◆ **Assignment**: Retype all of the data exactly as given.

◆ **Stored data**:
»»

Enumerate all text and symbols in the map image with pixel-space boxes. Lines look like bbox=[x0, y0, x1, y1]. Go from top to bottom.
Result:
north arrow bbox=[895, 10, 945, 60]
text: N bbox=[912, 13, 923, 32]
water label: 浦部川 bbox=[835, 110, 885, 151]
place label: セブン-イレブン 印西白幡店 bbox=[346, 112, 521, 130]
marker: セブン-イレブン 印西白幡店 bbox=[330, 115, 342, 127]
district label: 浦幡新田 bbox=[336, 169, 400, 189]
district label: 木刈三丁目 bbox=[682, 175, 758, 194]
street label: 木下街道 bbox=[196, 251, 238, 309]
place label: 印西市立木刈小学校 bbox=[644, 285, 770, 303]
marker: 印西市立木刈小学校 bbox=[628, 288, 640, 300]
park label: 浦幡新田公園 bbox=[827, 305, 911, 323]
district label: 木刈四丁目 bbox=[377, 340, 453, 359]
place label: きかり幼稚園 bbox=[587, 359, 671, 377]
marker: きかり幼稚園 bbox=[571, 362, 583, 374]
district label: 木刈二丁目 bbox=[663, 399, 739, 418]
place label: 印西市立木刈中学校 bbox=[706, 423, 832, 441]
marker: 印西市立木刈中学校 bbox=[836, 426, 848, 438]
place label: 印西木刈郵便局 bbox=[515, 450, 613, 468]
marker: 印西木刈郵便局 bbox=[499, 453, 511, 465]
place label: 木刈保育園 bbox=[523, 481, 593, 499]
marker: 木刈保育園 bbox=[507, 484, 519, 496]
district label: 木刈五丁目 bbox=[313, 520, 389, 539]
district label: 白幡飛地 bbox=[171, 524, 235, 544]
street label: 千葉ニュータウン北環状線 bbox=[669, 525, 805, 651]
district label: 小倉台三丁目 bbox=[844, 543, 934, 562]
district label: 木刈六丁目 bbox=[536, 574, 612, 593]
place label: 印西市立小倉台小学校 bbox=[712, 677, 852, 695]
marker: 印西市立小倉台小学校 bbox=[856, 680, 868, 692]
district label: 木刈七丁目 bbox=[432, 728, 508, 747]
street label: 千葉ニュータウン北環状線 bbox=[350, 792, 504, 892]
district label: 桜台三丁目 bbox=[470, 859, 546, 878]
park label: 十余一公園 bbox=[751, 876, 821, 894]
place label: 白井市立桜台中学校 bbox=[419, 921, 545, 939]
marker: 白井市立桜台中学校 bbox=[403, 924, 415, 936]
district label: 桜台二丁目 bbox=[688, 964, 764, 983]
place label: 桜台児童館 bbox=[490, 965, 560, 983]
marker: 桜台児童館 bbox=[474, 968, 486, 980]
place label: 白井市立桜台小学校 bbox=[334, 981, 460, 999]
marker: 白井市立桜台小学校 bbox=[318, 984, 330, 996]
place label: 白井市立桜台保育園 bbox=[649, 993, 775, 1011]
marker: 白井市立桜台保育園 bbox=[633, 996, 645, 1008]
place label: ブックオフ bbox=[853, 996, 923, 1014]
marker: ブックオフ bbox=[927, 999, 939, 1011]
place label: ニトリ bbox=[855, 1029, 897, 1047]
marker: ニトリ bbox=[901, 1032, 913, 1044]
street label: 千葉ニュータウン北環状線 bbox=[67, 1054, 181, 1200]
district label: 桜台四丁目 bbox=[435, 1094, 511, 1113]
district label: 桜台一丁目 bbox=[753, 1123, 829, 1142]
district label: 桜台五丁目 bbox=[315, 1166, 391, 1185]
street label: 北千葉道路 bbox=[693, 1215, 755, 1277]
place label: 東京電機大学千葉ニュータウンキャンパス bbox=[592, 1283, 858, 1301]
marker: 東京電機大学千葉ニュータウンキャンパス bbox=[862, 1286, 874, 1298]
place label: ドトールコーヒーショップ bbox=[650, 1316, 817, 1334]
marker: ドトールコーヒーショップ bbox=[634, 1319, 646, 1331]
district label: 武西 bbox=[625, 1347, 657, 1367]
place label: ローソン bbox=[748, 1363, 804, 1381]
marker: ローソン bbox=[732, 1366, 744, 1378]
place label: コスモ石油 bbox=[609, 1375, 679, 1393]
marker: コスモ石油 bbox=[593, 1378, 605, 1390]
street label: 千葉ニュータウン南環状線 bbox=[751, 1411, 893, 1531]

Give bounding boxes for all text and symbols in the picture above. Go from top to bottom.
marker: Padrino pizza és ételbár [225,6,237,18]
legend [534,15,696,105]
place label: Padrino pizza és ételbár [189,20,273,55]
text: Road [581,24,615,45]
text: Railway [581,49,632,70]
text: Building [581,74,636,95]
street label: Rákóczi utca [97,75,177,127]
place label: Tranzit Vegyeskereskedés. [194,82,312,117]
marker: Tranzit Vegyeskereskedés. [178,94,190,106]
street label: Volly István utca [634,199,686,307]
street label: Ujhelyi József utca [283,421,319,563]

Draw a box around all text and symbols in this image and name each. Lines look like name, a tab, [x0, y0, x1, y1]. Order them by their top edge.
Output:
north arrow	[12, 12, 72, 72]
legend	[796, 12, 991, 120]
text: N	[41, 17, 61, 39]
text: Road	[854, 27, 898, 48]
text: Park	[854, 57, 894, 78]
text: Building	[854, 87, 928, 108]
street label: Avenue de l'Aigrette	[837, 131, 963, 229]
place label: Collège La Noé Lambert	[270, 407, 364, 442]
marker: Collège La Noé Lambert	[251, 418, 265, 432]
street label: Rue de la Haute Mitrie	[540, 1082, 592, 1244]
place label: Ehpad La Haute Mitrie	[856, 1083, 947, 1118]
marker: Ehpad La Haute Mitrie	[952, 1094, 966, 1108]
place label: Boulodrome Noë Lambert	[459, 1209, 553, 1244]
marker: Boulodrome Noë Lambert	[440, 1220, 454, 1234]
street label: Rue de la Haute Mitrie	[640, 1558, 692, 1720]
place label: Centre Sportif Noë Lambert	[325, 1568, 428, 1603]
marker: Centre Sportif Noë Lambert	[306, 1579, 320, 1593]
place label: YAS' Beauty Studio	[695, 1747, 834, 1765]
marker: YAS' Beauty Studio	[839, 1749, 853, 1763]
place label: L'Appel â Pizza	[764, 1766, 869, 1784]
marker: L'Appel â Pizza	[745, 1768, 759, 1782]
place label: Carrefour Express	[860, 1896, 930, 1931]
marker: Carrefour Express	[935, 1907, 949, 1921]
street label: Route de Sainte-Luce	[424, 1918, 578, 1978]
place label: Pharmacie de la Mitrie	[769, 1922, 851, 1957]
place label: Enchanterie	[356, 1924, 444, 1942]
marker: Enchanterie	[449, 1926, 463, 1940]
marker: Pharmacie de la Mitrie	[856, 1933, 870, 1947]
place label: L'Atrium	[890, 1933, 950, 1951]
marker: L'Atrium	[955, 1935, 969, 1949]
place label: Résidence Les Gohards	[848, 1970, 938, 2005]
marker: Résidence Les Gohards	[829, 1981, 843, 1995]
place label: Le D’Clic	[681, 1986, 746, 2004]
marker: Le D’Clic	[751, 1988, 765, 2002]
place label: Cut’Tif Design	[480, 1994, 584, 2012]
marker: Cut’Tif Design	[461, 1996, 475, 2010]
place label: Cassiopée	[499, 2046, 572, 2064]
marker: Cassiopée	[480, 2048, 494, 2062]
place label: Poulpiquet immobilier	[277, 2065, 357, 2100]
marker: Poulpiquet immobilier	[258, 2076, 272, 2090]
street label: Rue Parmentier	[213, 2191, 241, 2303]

««

◆ **Solution**:
Enumerate all text and symbols in the map image with pixel-space boxes. Lines look like bbox=[x0, y0, x1, y1]. Go from top to bottom.
Result:
north arrow bbox=[895, 10, 945, 60]
text: N bbox=[912, 13, 923, 32]
water label: 浦部川 bbox=[835, 110, 885, 151]
place label: セブン-イレブン 印西白幡店 bbox=[346, 112, 521, 130]
marker: セブン-イレブン 印西白幡店 bbox=[330, 115, 342, 127]
district label: 浦幡新田 bbox=[336, 169, 400, 189]
district label: 木刈三丁目 bbox=[682, 175, 758, 194]
street label: 木下街道 bbox=[196, 251, 238, 309]
place label: 印西市立木刈小学校 bbox=[644, 285, 770, 303]
marker: 印西市立木刈小学校 bbox=[628, 288, 640, 300]
park label: 浦幡新田公園 bbox=[827, 305, 911, 323]
district label: 木刈四丁目 bbox=[377, 340, 453, 359]
place label: きかり幼稚園 bbox=[587, 359, 671, 377]
marker: きかり幼稚園 bbox=[571, 362, 583, 374]
district label: 木刈二丁目 bbox=[663, 399, 739, 418]
place label: 印西市立木刈中学校 bbox=[706, 423, 832, 441]
marker: 印西市立木刈中学校 bbox=[836, 426, 848, 438]
place label: 印西木刈郵便局 bbox=[515, 450, 613, 468]
marker: 印西木刈郵便局 bbox=[499, 453, 511, 465]
place label: 木刈保育園 bbox=[523, 481, 593, 499]
marker: 木刈保育園 bbox=[507, 484, 519, 496]
district label: 木刈五丁目 bbox=[313, 520, 389, 539]
district label: 白幡飛地 bbox=[171, 524, 235, 544]
street label: 千葉ニュータウン北環状線 bbox=[669, 525, 805, 651]
district label: 小倉台三丁目 bbox=[844, 543, 934, 562]
district label: 木刈六丁目 bbox=[536, 574, 612, 593]
place label: 印西市立小倉台小学校 bbox=[712, 677, 852, 695]
marker: 印西市立小倉台小学校 bbox=[856, 680, 868, 692]
district label: 木刈七丁目 bbox=[432, 728, 508, 747]
street label: 千葉ニュータウン北環状線 bbox=[350, 792, 504, 892]
district label: 桜台三丁目 bbox=[470, 859, 546, 878]
park label: 十余一公園 bbox=[751, 876, 821, 894]
place label: 白井市立桜台中学校 bbox=[419, 921, 545, 939]
marker: 白井市立桜台中学校 bbox=[403, 924, 415, 936]
district label: 桜台二丁目 bbox=[688, 964, 764, 983]
place label: 桜台児童館 bbox=[490, 965, 560, 983]
marker: 桜台児童館 bbox=[474, 968, 486, 980]
place label: 白井市立桜台小学校 bbox=[334, 981, 460, 999]
marker: 白井市立桜台小学校 bbox=[318, 984, 330, 996]
place label: 白井市立桜台保育園 bbox=[649, 993, 775, 1011]
marker: 白井市立桜台保育園 bbox=[633, 996, 645, 1008]
place label: ブックオフ bbox=[853, 996, 923, 1014]
marker: ブックオフ bbox=[927, 999, 939, 1011]
place label: ニトリ bbox=[855, 1029, 897, 1047]
marker: ニトリ bbox=[901, 1032, 913, 1044]
street label: 千葉ニュータウン北環状線 bbox=[67, 1054, 181, 1200]
district label: 桜台四丁目 bbox=[435, 1094, 511, 1113]
district label: 桜台一丁目 bbox=[753, 1123, 829, 1142]
district label: 桜台五丁目 bbox=[315, 1166, 391, 1185]
street label: 北千葉道路 bbox=[693, 1215, 755, 1277]
place label: 東京電機大学千葉ニュータウンキャンパス bbox=[592, 1283, 858, 1301]
marker: 東京電機大学千葉ニュータウンキャンパス bbox=[862, 1286, 874, 1298]
place label: ドトールコーヒーショップ bbox=[650, 1316, 817, 1334]
marker: ドトールコーヒーショップ bbox=[634, 1319, 646, 1331]
district label: 武西 bbox=[625, 1347, 657, 1367]
place label: ローソン bbox=[748, 1363, 804, 1381]
marker: ローソン bbox=[732, 1366, 744, 1378]
place label: コスモ石油 bbox=[609, 1375, 679, 1393]
marker: コスモ石油 bbox=[593, 1378, 605, 1390]
street label: 千葉ニュータウン南環状線 bbox=[751, 1411, 893, 1531]

Give bounding boxes for all text and symbols in the picture above. Go from top to bottom.
marker: Padrino pizza és ételbár [225,6,237,18]
legend [534,15,696,105]
place label: Padrino pizza és ételbár [189,20,273,55]
text: Road [581,24,615,45]
text: Railway [581,49,632,70]
text: Building [581,74,636,95]
street label: Rákóczi utca [97,75,177,127]
place label: Tranzit Vegyeskereskedés. [194,82,312,117]
marker: Tranzit Vegyeskereskedés. [178,94,190,106]
street label: Volly István utca [634,199,686,307]
street label: Ujhelyi József utca [283,421,319,563]

Draw a box around all text and symbols in this image and name each. Lines look like name, a tab, [x0, y0, x1, y1]. Order them by their top edge.
Output:
north arrow	[12, 12, 72, 72]
legend	[796, 12, 991, 120]
text: N	[41, 17, 61, 39]
text: Road	[854, 27, 898, 48]
text: Park	[854, 57, 894, 78]
text: Building	[854, 87, 928, 108]
street label: Avenue de l'Aigrette	[837, 131, 963, 229]
place label: Collège La Noé Lambert	[270, 407, 364, 442]
marker: Collège La Noé Lambert	[251, 418, 265, 432]
street label: Rue de la Haute Mitrie	[540, 1082, 592, 1244]
place label: Ehpad La Haute Mitrie	[856, 1083, 947, 1118]
marker: Ehpad La Haute Mitrie	[952, 1094, 966, 1108]
place label: Boulodrome Noë Lambert	[459, 1209, 553, 1244]
marker: Boulodrome Noë Lambert	[440, 1220, 454, 1234]
street label: Rue de la Haute Mitrie	[640, 1558, 692, 1720]
place label: Centre Sportif Noë Lambert	[325, 1568, 428, 1603]
marker: Centre Sportif Noë Lambert	[306, 1579, 320, 1593]
place label: YAS' Beauty Studio	[695, 1747, 834, 1765]
marker: YAS' Beauty Studio	[839, 1749, 853, 1763]
place label: L'Appel â Pizza	[764, 1766, 869, 1784]
marker: L'Appel â Pizza	[745, 1768, 759, 1782]
place label: Carrefour Express	[860, 1896, 930, 1931]
marker: Carrefour Express	[935, 1907, 949, 1921]
street label: Route de Sainte-Luce	[424, 1918, 578, 1978]
place label: Pharmacie de la Mitrie	[769, 1922, 851, 1957]
place label: Enchanterie	[356, 1924, 444, 1942]
marker: Enchanterie	[449, 1926, 463, 1940]
marker: Pharmacie de la Mitrie	[856, 1933, 870, 1947]
place label: L'Atrium	[890, 1933, 950, 1951]
marker: L'Atrium	[955, 1935, 969, 1949]
place label: Résidence Les Gohards	[848, 1970, 938, 2005]
marker: Résidence Les Gohards	[829, 1981, 843, 1995]
place label: Le D’Clic	[681, 1986, 746, 2004]
marker: Le D’Clic	[751, 1988, 765, 2002]
place label: Cut’Tif Design	[480, 1994, 584, 2012]
marker: Cut’Tif Design	[461, 1996, 475, 2010]
place label: Cassiopée	[499, 2046, 572, 2064]
marker: Cassiopée	[480, 2048, 494, 2062]
place label: Poulpiquet immobilier	[277, 2065, 357, 2100]
marker: Poulpiquet immobilier	[258, 2076, 272, 2090]
street label: Rue Parmentier	[213, 2191, 241, 2303]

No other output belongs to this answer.